GIVEN ENTRIES

+ + +

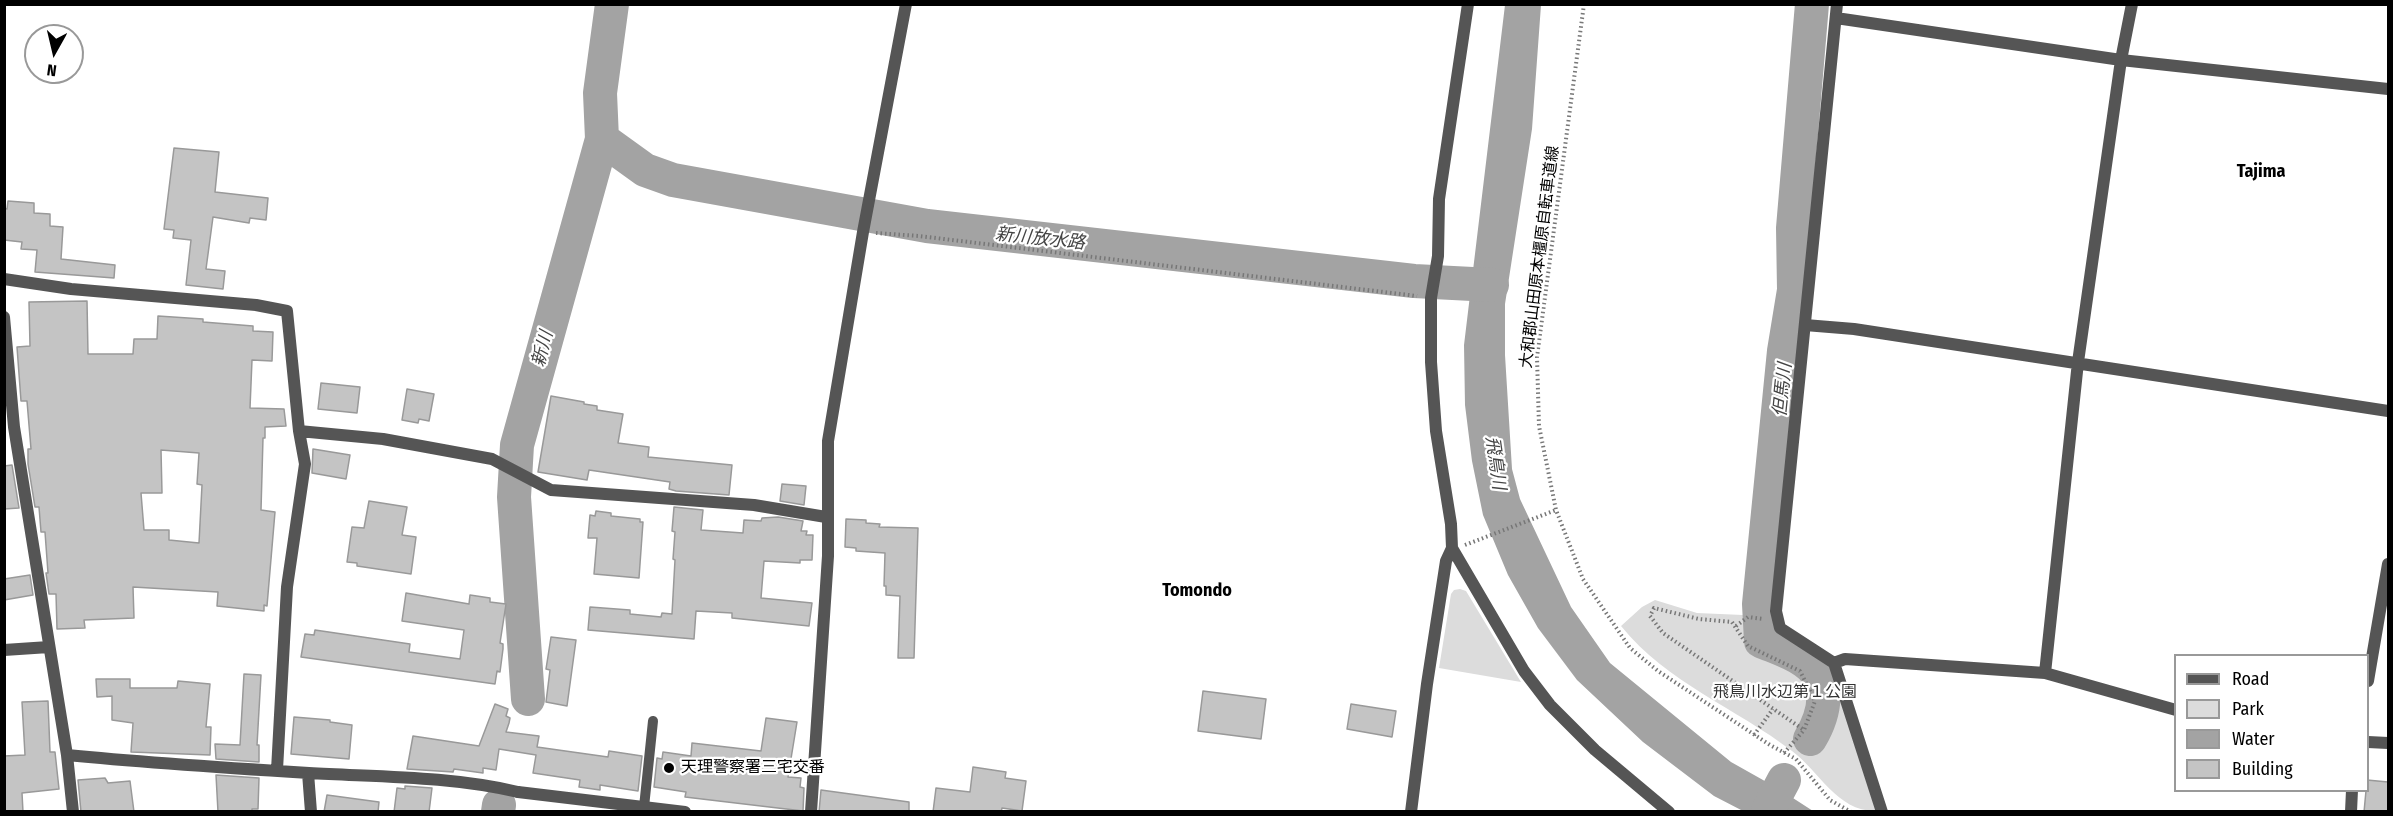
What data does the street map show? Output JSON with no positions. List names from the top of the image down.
{
  "streets": {
    "path": ["大和郡山田原本橿原自転車道線"]
  },
  "districts": ["Tajima", "Tomondo"],
  "water": [
    "新川放水路",
    "新川",
    "但馬川",
    "飛鳥川"
  ],
  "parks": ["飛鳥川水辺第１公園"],
  "places": ["天理警察署三宅交番"],
  "legend": [
    "Road",
    "Park",
    "Water",
    "Building"
  ],
  "north": "bottom"
}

+ + +

GOAL OF THE EXERCISE
The copy you produce must hold all the records above exactly and none of their pictures.

EXERCISE RESULT
What data does the street map show? Output JSON with no positions. List names from the top of the image down.
{
  "streets": {
    "path": ["大和郡山田原本橿原自転車道線"]
  },
  "districts": ["Tajima", "Tomondo"],
  "water": [
    "新川放水路",
    "新川",
    "但馬川",
    "飛鳥川"
  ],
  "parks": ["飛鳥川水辺第１公園"],
  "places": ["天理警察署三宅交番"],
  "legend": [
    "Road",
    "Park",
    "Water",
    "Building"
  ],
  "north": "bottom"
}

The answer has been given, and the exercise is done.